On Fri, 2020-04-03 at 09:38 +0200, Erik Skultety wrote:
On Tue, Mar 31, 2020 at 05:23:32PM +0200, Andrea Bolognani wrote:
> On Thu, 2020-03-26 at 14:33 +0100, Erik Skultety wrote:
> > +++ b/guests/playbooks/update/tasks/gitlab.yml
> > @@ -0,0 +1,64 @@
> > +---
> > +- name: Look up Gitlab runner secret
> > + set_fact:
> > + gitlab_runner_secret: '{{ lookup("file",
gitlab_runner_token_file) }}'
>
> The GitLab token should be extracted from the vault, not from a
> regular file.
This was a deliberate decision and I didn't want to do it the jenkins way, let
me expand on why. Ultimately, we want other community members to contribute
their resources to our gitlab so that the test results are centralized, but
what if they want to setup the same machine for their internal infrastructure
as well to stay unified with the setup upstream libvirt "mandates". With the
secret in the vault, we always create machines that can only be plugged into
*our* gitlab, but why should be that restrictive? Give the consumers the leeway
to actually have a possibility to plug it into their own instance by supplying
the token the same way as we supply the vault and root passwords, so I'd rather
not be tying this to a single use case just like we did with jenkins.
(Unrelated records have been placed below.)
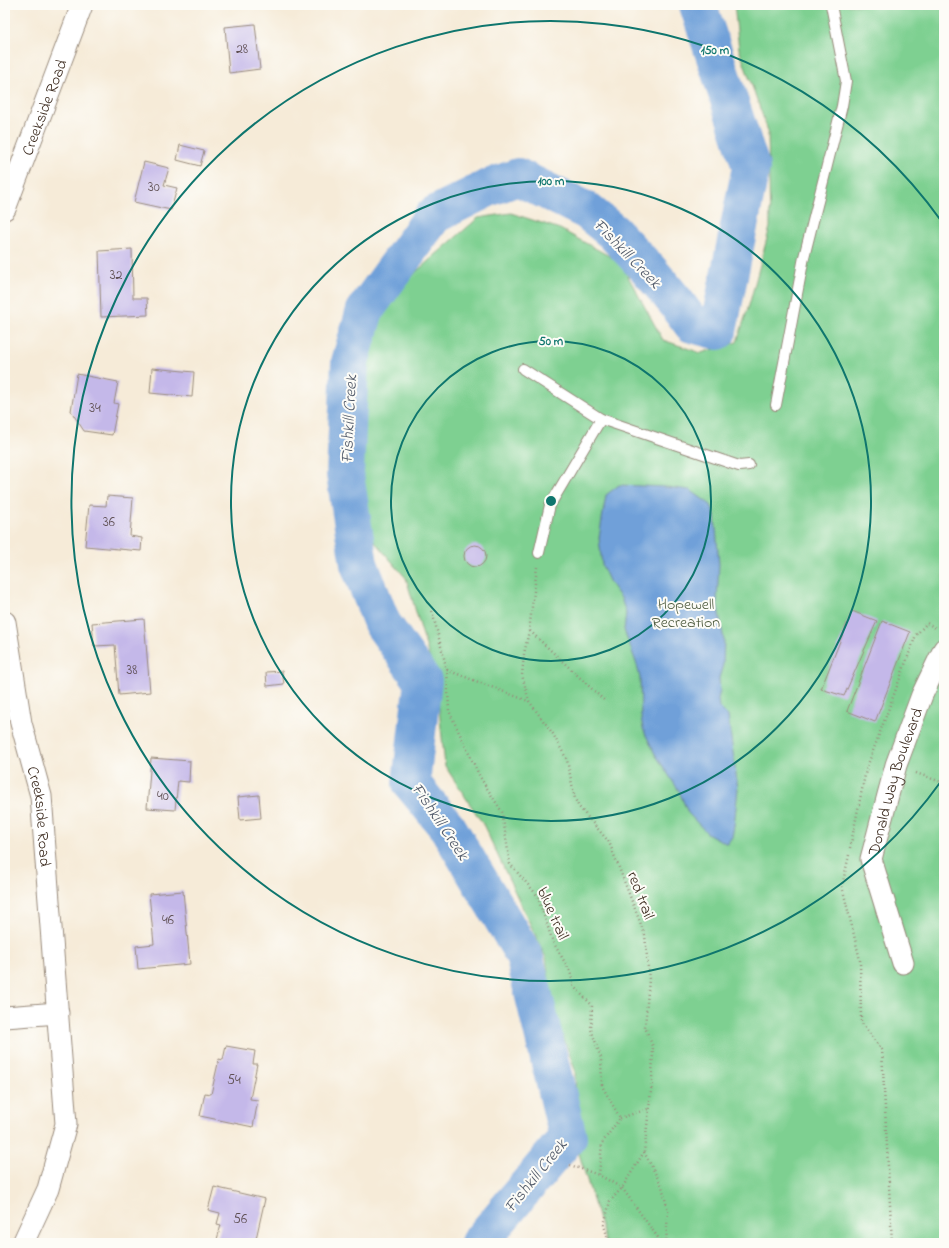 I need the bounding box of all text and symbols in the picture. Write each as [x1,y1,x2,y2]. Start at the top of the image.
house number: 28 [236,39,248,60]
text: 150 m [701,42,730,60]
street label: Creekside Road [16,56,74,159]
text: 100 m [538,173,565,191]
house number: 30 [148,177,160,198]
water label: Fishkill Creek [587,214,668,296]
house number: 32 [110,265,122,286]
text: 50 m [539,333,564,351]
water label: Fishkill Creek [335,373,364,464]
house number: 34 [89,398,101,419]
centre of rings [544,494,558,508]
house number: 36 [103,512,115,533]
park label: Hopewell Recreation [652,593,720,635]
house number: 38 [126,660,138,681]
street label: Donald Way Boulevard [862,705,930,859]
street label: Creekside Road [19,764,56,868]
water label: Fishkill Creek [405,778,476,867]
house number: 40 [157,786,169,807]
street label: red trail [620,868,660,923]
street label: blue trail [530,884,575,944]
house number: 46 [162,910,174,931]
house number: 54 [227,1070,241,1091]
water label: Fishkill Creek [499,1132,575,1218]
house number: 56 [233,1209,247,1230]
Thanks for spelling out your intentions, it really helps.
I agree that reusing the recipe to build runners that connect to a
local / private GitLab instance is a valid use case that we should
accomodate.
One point that immediately leads to, and which was unintentionally
already addressed above, is that in that case you need not only the
token to be configurable, but also the connection URL.
Other than that, storing the token in ~/.config/lcitool is fine I
guess. The number of files in that directory is getting fairly
ridiculous, though, so Someoneā¢ should really look into throwing
away the current, extremely crude configuration system that's been
inherited from the original shell implementation and replace it
with something more sensible like a config.toml.
> > +# To ensure idempotency, we must run the registration only
when we first
> > +# created the config dir, otherwise we'll register a new runner on every
> > +# update
> > +- name: Register the gitlab-runner agent
> > + shell: 'gitlab-runner register --non-interactive --config
/home/gitlab/.gitlab-runner/config.toml --registration-token {{ gitlab_runner_secret }}
--url
https://gitlab.com --executor shell --tag-list {{ inventory_hostname }}'
> > + when: rc_gitlab_runner_config_dir.changed
>
> ... this check could be replaced with
>
> creates: '{{ gitlab_runner_config_path }}'
Like I said in the comment above, the reason why I created those 2 tasks to
create the config file was to ensure idempotency, the registration runs every
single time you execute the playbook and guess what, it registers a new runner
which you can see in the gitlab runner pool - we don't want that. I'm not sure
"creates" actually prevents that behaviour.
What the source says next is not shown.